Autre exemple : la riziculture asiatique ayant réduit les traitements insecticides a vu le retour de prédateurs tels que les araignées, ce qui a limité l’impact du « brown planthopper », un ravageur majeur, selon l’IRRI (International Rice Research Institute).

Stabilité économique et sociale

  • Diversification des revenus : Adopter plusieurs productions (légumes, céréales, volailles, miel, etc.) permet de mieux absorber les pertes si l’une d’elles est sinistrée. En France, selon le Réseau Civam, les fermes agroécologiques affichent des revenus jusqu’à 15 % plus stables d’une année sur l’autre que la moyenne conventionnelle locale.
  • Valeur ajoutée locale : Les circuits courts et la transformation à la ferme (laitages, farine, bières artisanales, fruits secs…) génèrent une résilience économique, réduisant la dépendance aux marchés mondialisés et la déperdition de valeur pour les territoires.

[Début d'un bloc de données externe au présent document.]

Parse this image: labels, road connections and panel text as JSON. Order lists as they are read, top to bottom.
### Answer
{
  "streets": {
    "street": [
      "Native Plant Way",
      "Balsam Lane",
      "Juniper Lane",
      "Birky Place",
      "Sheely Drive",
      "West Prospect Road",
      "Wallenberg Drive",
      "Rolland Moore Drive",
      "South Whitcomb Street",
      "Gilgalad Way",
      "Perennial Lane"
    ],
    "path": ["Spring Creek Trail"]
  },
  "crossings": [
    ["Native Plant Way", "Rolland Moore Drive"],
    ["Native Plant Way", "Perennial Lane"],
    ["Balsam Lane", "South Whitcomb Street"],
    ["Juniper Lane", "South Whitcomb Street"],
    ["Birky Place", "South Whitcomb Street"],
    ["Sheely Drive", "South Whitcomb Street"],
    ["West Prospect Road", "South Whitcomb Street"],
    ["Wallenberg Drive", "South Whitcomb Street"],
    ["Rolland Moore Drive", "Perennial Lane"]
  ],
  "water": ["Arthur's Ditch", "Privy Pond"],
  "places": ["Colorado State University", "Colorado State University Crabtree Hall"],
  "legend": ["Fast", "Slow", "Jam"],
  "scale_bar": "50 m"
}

Limites et défis contemporains de l’agroécologie

Au-delà de ses atouts, l’agroécologie fait face à des obstacles :

  • Temps d’apprentissage : La transition agroécologique demande un investissement en temps et en formation, car elle implique de repenser certaines pratiques (observation de la biodiversité, diagnostic des sols, gestion adaptative…).
  • Contraintes techniques : Certaines cultures spécialisées, ou produites en climat tempéré, trouvent plus difficilement des solutions agroécologiques entièrement efficaces (problématiques du désherbage mécanique, risque de baisse temporaire de rendements…).
  • Manque de dispositifs de valorisation : Le marché ne valorise pas toujours les apports de l’agroécologie (capital naturel, prévention face aux crises sanitaires…), freinant l’investissement des producteurs.

Néanmoins, les politiques publiques appuient progressivement ce mouvement. En France, le Plan Agroécologique pour la France (2023) cible 25 % des exploitations engagées dans une démarche agroécologique d’ici 2030. Au niveau mondial, l’ONU préconise l’agroécologie parmi les solutions clés pour transformer les systèmes alimentaires (FAO, 2019).

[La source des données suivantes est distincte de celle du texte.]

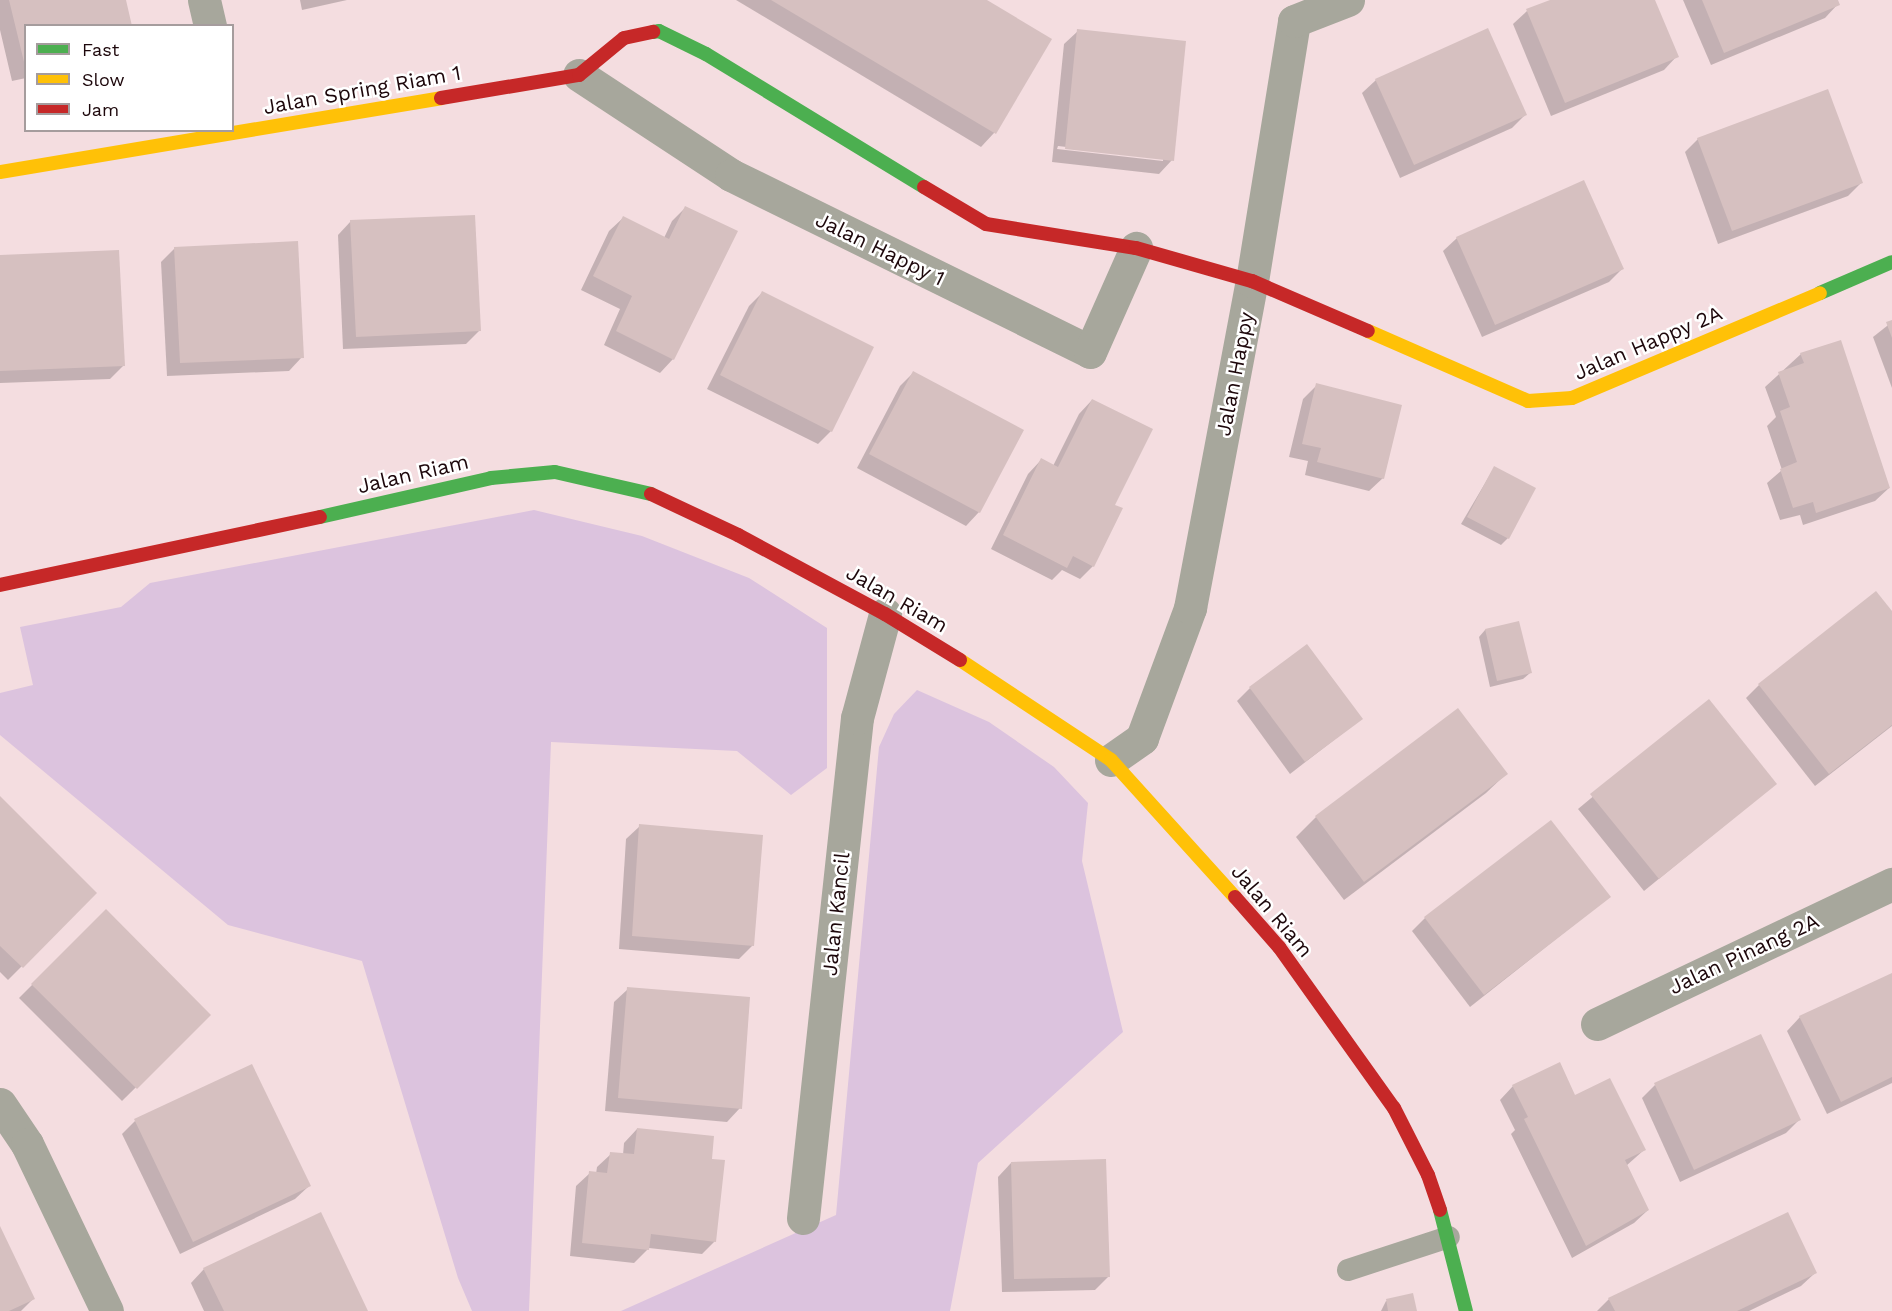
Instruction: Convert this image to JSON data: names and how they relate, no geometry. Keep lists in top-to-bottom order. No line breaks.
{"streets":{"street":["Jalan Spring Riam 1","Jalan Happy 1","Jalan Happy 2A","Jalan Happy","Jalan Riam","Jalan Kancil","Jalan Pinang 2A"]},"crossings":[["Jalan Spring Riam 1","Jalan Happy 1"],["Jalan Happy 2A","Jalan Happy"],["Jalan Happy","Jalan Riam"],["Jalan Riam","Jalan Kancil"]],"legend":["Fast","Slow","Jam"]}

Focus : exemples concrets de résilience agroécologique sur le terrain

En Europe occidentale

Aux Pays-Bas, la ferme expérimentale « Kraansvlak » a reconverti ses surfaces céréalières en système polyculture-élevage avec haies, bandes fleuries et rotation allongée : après une sécheresse sévère en 2020, le rendement a diminué de 8 %, contre 22 % dans les fermes voisines conventionnelles (source : Wageningen UR).

En Afrique de l’Ouest

Au Burkina Faso, la reconstitution de « cordons pierreux » et de haies multifonctionnelles sur les parcelles a réduit l’érosion de 40 % et permis le retour à des rendements stables pour le sorgho dans des régions touchées par la désertification (CIRAD, 2021).

En Amérique Latine

Au Brésil, les grandes exploitations du Paraná introduisent depuis dix ans l’agroforesterie enrichie : la productivité du café et du soja y est maintenue malgré deux épisodes successifs de sécheresse, grâce à la meilleure rétention en eau des sols (Embrapa, 2023).

Quelles perspectives pour renforcer la résilience agroécologique ?

L’agroécologie a démontré sa capacité à améliorer la résilience des systèmes agricoles en tirant parti de processus naturels et de principes biologiques éprouvés. En conjuguant gestion intelligente de la biodiversité, préservation des sols, diversification et innovation sociale, elle propose une voie équilibrée entre productivité et durabilité.

Pour amplifier ses bénéfices, plusieurs leviers émergent :

  • Développer la recherche participative, impliquant les agriculteurs et les scientifiques.
  • Favoriser l’accès aux données agronomiques locales (sols, climat, pratiques innovantes).
  • Mettre en place des incitations économiques adaptées (labels, paiements pour services environnementaux, soutien à la certification…).
  • Renforcer l’accompagnement technique et la formation continue en agroécologie.

L’enjeu actuel : concilier sécurité alimentaire, robustesse économique et adaptation au changement climatique, tout en limitant l’empreinte environnementale. L’agroécologie n’est pas une recette universelle, mais elle offre un cadre dynamique pour repenser la résilience agricole à l’échelle locale comme globale, et poursuivre la transition des fermes vers des modèles où l’innovation se conjugue avec la soutenabilité.